In one embodiment, the first radiating portion A1 is insulated from the middle frame 111. An end of the second radiating portion A2 adjacent the first endpoint E1 and an end of the third radiating portion A3 adjacent the second endpoint E2 are coupled to the middle frame 111. The second radiating portion A2, the third radiating portion A3, and the middle frame 111 cooperatively form an integrally formed metal frame.
In one embodiment, the border frame 112 has a thickness D1. The slot 120 has a width D2. Each of the first gap 121 and the second gap 122 has a width D3. D1 is greater than or equal to 2*D3. D2 is less than or equal to half of D3. In one embodiment, the thickness D1 of the border frame 112 is 2-6 mm, the width D2 of the slot 120 is 0.5-1.5 mm. The width D3 of the first gap 121 and the second gap 122 is 1-3 mm.
In one embodiment, the slot 120, the first gap 121, and the second gap 122 are made of insulating material, such as plastic, rubber, glass, wood, ceramic, or the like.
The wireless communication device 200 further includes at least one electronic component, such as a first electronic component 21, a second electronic component 23, and a third electronic component 25. The first electronic component 21 is a universal serial bus (USB) port located within the accommodating space 114. The first electronic component 21 is insulated from the first radiating portion A1 by the slot 120.

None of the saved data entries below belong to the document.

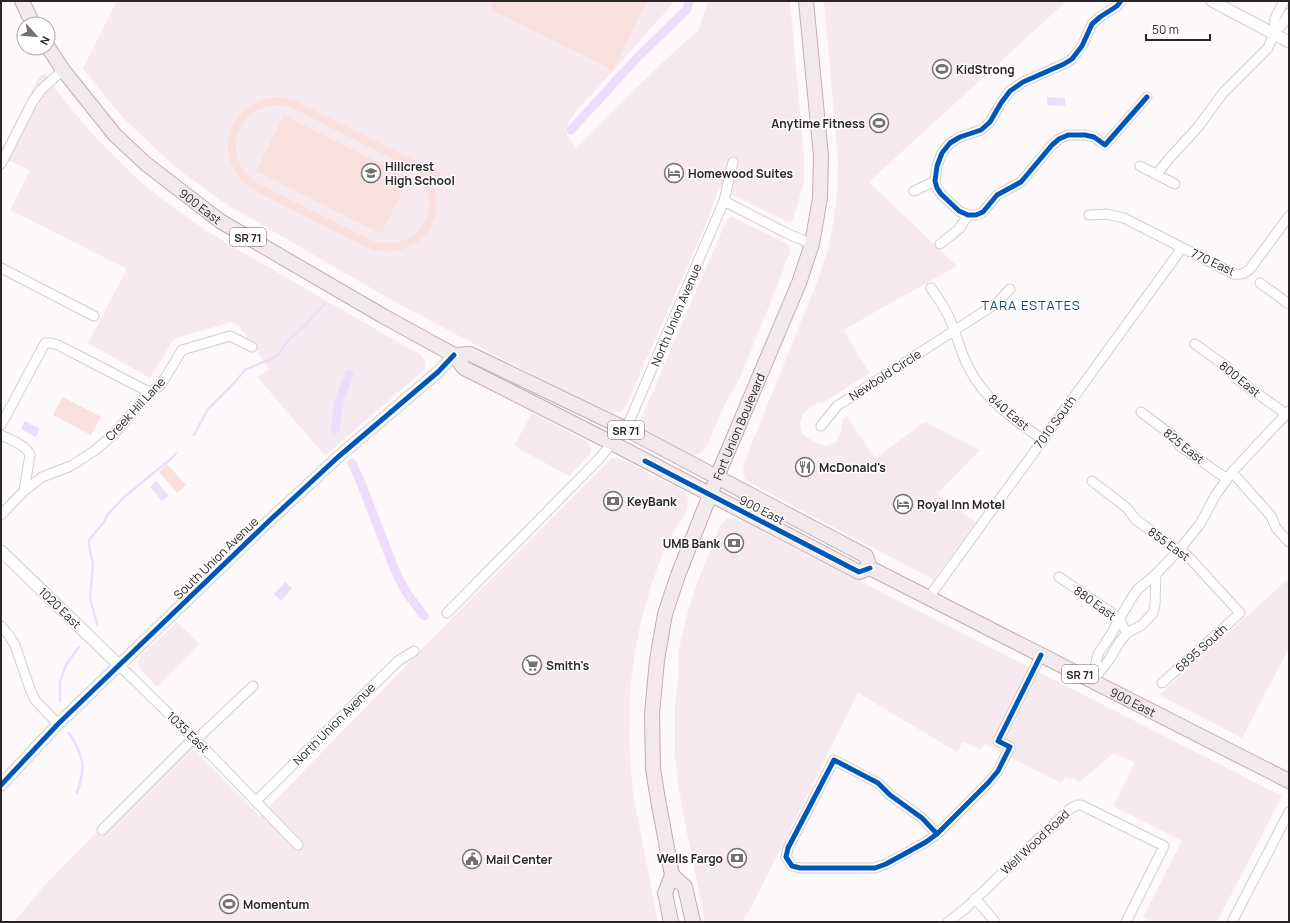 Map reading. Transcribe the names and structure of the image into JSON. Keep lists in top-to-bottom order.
{
  "streets": {
    "main road": ["900 East", "SR 71", "Fort Union Boulevard"],
    "street": [
      "770 East",
      "North Union Avenue",
      "Newbold Circle",
      "800 East",
      "Creek Hill Lane",
      "840 East",
      "7010 South",
      "825 East",
      "855 East",
      "South Union Avenue",
      "880 East",
      "1020 East",
      "6895 South",
      "1035 East",
      "Well Wood Road"
    ]
  },
  "crossings": [
    ["900 East", "North Union Avenue"],
    ["900 East", "7010 South"],
    ["900 East", "Fort Union Boulevard"],
    ["900 East", "South Union Avenue"],
    ["770 East", "7010 South"],
    ["North Union Avenue", "1035 East"],
    ["Newbold Circle", "840 East"],
    ["840 East", "7010 South"],
    ["855 East", "6895 South"],
    ["South Union Avenue", "1020 East"],
    ["South Union Avenue", "1035 East"],
    ["1020 East", "1035 East"]
  ],
  "districts": ["TARA ESTATES"],
  "places": {
    "sports": ["KidStrong", "Anytime Fitness", "Momentum"],
    "school or university": ["Hillcrest High School"],
    "hotel": ["Homewood Suites", "Royal Inn Motel"],
    "restaurant": ["McDonald's"],
    "bank": ["KeyBank", "UMB Bank", "Wells Fargo"],
    "supermarket": ["Smith's"],
    "public building": ["Mail Center"]
  },
  "scale_bar": "50 m",
  "north": "bottom right"
}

The second electronic component 23 is a speaker and is mounted on a side of the first electronic component 21 and is adjacent to the second side portion 117. The second electronic component 23 is spaced 4-10 mm from the slot 120. The third electronic component 25 is a microphone and is mounted within the accommodating space 114. The third electronic component 25 is located between the second electronic component 23 and the slot 120 and is adjacent the second gap 122. In one embodiment, the third electronic component 25 is insulated from the first radiating portion A1 by the slot 120.
In another embodiment, the second electronic component 23 and the third electronic component 25 can be mounted in different locations according to requirements.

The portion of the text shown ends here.